Task directions
Whenever a line below includes the word "canvas", copy that line.

········

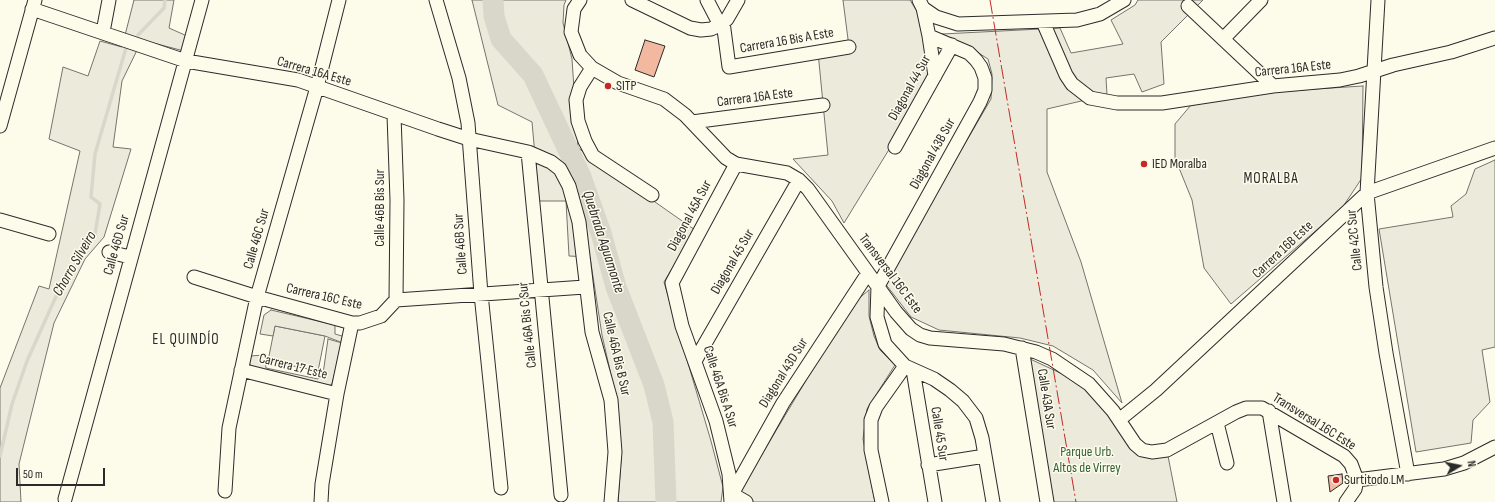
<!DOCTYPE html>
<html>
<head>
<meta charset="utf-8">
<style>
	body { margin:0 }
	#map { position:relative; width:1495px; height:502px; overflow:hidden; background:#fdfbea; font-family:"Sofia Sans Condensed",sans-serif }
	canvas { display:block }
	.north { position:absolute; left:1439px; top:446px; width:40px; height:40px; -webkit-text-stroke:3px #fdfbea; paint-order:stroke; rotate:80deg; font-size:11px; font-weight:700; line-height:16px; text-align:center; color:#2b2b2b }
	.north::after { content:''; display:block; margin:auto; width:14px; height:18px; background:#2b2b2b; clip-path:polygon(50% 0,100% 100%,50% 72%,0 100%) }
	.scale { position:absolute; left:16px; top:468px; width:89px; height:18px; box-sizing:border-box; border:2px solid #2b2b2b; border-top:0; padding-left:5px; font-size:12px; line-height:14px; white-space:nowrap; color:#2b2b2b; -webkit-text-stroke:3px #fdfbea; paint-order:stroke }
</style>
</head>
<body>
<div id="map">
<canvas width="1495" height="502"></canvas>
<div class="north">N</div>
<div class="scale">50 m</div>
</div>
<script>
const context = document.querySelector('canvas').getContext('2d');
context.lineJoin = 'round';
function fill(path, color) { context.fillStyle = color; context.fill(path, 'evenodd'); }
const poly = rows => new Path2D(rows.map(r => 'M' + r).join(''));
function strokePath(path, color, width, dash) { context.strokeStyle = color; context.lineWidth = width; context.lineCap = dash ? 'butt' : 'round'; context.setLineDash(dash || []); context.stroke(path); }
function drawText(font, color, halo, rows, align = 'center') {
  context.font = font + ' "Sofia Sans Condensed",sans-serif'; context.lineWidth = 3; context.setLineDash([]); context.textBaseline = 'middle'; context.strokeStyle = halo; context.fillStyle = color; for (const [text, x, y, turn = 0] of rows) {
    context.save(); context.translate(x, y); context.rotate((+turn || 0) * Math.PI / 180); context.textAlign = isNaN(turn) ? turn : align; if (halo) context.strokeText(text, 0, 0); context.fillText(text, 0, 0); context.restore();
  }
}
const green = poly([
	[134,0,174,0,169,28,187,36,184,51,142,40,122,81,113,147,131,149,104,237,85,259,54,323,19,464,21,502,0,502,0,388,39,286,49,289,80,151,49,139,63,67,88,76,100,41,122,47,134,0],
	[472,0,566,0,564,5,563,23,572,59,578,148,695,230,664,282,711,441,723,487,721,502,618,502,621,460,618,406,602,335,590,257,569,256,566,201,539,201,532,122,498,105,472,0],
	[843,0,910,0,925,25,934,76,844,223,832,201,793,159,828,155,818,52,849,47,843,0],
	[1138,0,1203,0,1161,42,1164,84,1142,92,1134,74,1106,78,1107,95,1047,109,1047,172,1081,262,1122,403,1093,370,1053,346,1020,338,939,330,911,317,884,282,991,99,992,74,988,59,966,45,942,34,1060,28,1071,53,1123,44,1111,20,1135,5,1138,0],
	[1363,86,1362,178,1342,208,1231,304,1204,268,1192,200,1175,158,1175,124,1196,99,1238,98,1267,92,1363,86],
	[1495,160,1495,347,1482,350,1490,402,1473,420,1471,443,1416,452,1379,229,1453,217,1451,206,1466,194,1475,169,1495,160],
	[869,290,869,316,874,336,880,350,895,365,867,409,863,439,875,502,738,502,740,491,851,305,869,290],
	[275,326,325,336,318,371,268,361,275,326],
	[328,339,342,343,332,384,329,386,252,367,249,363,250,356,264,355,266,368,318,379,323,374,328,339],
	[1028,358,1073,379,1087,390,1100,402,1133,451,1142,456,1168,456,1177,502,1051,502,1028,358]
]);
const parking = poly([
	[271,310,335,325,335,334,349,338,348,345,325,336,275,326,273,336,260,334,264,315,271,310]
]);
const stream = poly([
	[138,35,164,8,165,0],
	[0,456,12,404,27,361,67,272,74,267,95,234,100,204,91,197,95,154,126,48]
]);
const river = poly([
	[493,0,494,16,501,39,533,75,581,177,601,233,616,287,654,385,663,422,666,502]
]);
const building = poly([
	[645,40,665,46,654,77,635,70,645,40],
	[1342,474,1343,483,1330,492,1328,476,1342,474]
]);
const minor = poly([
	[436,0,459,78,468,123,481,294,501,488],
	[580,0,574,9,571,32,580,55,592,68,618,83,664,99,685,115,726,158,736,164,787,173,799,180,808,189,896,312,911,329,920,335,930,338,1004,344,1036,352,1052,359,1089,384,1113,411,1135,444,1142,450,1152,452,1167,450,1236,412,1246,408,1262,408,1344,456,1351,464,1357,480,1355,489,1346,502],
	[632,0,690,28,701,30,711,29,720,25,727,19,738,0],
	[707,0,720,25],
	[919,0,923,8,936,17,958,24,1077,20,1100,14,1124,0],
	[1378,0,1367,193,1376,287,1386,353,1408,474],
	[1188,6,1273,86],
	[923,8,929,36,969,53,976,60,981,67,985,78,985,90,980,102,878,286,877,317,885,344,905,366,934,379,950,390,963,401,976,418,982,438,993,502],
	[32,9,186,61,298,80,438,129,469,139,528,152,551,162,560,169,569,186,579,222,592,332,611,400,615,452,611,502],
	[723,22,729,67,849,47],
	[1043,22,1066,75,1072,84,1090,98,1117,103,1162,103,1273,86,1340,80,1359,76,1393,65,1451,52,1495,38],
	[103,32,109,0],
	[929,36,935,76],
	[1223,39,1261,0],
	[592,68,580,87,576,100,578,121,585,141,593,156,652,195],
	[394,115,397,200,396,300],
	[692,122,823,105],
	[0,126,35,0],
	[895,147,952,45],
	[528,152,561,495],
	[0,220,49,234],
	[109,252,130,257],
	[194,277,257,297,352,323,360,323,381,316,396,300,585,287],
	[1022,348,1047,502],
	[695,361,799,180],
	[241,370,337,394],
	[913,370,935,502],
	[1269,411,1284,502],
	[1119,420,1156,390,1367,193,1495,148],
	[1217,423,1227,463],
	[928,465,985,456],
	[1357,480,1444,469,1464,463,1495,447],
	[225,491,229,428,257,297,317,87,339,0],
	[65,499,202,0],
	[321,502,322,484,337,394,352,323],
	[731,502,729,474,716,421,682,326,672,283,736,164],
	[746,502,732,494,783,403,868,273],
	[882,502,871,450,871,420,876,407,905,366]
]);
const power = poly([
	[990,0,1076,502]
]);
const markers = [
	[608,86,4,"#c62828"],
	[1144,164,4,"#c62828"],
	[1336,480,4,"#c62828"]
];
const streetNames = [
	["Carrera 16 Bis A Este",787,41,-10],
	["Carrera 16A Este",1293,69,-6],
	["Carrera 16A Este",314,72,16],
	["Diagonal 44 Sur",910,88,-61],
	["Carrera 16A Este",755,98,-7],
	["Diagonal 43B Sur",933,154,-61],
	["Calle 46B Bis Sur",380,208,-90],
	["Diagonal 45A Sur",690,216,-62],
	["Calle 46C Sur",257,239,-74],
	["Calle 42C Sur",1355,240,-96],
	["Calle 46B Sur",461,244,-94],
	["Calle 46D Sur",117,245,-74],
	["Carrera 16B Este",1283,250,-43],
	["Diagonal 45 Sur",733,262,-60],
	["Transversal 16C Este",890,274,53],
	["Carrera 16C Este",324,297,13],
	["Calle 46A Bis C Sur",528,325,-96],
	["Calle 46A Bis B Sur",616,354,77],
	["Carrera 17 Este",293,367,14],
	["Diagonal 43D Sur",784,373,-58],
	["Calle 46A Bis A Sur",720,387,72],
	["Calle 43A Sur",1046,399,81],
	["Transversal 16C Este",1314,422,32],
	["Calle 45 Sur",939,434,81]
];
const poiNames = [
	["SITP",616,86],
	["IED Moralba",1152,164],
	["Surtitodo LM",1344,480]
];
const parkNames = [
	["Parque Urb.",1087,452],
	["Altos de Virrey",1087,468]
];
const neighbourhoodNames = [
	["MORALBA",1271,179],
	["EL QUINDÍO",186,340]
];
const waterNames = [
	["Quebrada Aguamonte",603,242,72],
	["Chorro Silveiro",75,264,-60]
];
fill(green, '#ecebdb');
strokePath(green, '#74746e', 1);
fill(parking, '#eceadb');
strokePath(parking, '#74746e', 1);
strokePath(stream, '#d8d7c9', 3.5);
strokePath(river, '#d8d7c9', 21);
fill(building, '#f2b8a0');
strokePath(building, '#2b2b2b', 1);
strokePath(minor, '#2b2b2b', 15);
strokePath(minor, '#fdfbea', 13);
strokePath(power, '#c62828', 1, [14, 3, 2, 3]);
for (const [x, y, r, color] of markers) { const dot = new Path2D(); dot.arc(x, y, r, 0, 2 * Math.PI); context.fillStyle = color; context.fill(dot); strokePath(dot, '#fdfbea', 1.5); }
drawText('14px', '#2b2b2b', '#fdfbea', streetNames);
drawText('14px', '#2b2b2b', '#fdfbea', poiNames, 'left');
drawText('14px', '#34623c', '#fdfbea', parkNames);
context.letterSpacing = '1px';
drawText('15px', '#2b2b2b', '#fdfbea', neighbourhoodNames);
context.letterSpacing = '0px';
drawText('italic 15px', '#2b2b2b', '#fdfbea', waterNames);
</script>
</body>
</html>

········

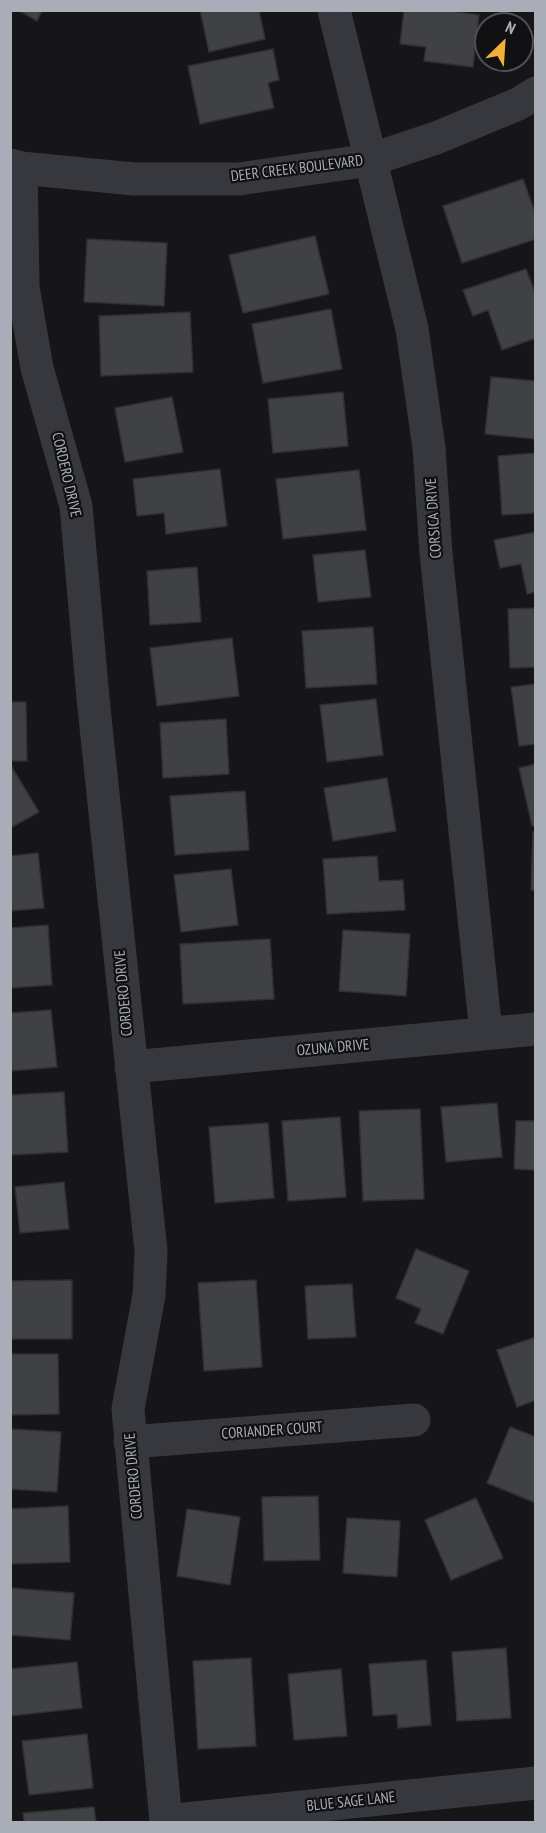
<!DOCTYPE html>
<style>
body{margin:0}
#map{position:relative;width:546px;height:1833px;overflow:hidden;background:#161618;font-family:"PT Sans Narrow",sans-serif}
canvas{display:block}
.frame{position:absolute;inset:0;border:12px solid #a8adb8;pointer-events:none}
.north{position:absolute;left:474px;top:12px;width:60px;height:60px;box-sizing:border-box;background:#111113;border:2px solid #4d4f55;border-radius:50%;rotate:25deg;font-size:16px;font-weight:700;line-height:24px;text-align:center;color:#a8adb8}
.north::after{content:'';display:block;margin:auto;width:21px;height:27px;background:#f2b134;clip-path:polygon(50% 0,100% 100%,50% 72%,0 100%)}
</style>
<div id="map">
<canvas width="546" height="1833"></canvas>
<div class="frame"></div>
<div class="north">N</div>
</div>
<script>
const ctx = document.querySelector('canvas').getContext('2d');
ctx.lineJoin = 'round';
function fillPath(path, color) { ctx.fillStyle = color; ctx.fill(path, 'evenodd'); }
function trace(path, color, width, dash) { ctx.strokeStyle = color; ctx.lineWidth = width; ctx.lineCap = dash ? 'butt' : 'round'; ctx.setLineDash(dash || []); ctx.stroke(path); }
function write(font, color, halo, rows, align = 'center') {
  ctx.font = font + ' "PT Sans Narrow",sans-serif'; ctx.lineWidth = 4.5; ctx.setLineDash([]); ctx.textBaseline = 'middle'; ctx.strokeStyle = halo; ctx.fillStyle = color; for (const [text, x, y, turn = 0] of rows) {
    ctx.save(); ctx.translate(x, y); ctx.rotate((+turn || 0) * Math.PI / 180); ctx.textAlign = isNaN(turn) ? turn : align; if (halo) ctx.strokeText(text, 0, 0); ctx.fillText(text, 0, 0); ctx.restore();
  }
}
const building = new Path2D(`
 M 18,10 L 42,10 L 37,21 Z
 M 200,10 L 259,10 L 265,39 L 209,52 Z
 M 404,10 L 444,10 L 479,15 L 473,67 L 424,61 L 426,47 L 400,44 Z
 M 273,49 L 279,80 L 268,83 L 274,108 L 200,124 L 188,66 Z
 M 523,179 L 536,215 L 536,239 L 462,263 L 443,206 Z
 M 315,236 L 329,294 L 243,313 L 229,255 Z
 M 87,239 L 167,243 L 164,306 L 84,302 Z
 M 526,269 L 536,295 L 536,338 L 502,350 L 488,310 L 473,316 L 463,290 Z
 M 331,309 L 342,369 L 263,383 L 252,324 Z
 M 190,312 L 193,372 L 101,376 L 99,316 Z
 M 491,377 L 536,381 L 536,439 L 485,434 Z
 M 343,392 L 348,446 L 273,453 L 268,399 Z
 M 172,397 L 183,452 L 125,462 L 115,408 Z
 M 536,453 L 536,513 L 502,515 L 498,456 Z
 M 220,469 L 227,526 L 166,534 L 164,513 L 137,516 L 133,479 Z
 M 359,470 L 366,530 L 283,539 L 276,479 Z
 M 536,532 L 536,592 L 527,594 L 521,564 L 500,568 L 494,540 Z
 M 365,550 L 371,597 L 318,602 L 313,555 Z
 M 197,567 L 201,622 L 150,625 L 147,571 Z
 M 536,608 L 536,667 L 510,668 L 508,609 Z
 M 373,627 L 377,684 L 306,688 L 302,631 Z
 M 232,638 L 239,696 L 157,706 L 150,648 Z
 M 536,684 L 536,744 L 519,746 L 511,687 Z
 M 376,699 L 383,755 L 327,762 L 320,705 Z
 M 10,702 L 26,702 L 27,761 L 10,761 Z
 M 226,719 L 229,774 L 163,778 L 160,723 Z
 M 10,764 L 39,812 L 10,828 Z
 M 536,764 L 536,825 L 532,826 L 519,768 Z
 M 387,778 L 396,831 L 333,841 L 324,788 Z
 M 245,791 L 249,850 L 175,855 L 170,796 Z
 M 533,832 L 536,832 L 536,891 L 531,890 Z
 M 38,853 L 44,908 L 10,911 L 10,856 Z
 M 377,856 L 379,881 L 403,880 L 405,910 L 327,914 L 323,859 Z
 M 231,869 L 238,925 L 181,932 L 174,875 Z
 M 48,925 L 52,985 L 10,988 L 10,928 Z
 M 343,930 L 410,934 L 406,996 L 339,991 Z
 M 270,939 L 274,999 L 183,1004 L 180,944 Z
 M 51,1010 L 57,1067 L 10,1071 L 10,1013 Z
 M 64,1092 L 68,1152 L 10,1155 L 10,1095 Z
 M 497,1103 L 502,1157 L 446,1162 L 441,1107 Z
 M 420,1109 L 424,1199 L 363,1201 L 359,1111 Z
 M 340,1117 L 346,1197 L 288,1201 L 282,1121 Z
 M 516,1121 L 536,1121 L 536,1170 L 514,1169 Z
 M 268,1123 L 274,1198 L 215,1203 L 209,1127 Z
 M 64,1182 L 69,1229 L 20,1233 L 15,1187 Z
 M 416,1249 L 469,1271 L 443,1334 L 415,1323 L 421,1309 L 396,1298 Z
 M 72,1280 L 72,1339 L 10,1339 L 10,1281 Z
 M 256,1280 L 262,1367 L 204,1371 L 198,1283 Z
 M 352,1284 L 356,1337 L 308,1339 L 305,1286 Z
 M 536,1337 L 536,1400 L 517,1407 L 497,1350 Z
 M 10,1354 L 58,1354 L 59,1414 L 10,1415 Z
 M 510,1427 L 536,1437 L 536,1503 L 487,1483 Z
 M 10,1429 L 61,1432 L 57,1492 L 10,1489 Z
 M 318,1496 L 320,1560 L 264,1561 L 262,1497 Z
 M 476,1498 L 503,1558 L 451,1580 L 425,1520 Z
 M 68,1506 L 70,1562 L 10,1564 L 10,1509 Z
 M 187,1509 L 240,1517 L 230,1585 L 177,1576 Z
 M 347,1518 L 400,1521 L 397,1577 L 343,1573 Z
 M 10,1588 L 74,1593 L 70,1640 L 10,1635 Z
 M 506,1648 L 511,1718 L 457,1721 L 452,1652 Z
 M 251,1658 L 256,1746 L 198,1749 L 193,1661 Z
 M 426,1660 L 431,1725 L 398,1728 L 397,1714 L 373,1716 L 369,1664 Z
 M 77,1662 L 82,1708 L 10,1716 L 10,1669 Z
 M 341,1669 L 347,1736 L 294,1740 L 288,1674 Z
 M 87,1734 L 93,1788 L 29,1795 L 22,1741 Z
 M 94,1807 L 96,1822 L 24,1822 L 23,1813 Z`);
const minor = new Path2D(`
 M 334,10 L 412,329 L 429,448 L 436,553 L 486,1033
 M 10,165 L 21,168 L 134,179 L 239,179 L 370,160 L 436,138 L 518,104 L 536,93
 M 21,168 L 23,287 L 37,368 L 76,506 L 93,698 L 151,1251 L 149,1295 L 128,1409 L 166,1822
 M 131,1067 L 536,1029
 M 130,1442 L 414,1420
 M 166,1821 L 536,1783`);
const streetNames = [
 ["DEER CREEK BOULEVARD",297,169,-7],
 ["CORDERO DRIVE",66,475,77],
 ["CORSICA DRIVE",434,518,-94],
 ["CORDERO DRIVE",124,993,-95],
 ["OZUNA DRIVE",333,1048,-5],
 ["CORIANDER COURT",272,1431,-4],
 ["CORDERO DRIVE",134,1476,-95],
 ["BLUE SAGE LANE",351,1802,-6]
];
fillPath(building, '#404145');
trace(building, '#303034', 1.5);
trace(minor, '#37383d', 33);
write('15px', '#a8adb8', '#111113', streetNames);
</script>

········

Solution
	canvas { display:block }
<canvas width="1495" height="502"></canvas>
const context = document.querySelector('canvas').getContext('2d');
canvas{display:block}
<canvas width="546" height="1833"></canvas>
const ctx = document.querySelector('canvas').getContext('2d');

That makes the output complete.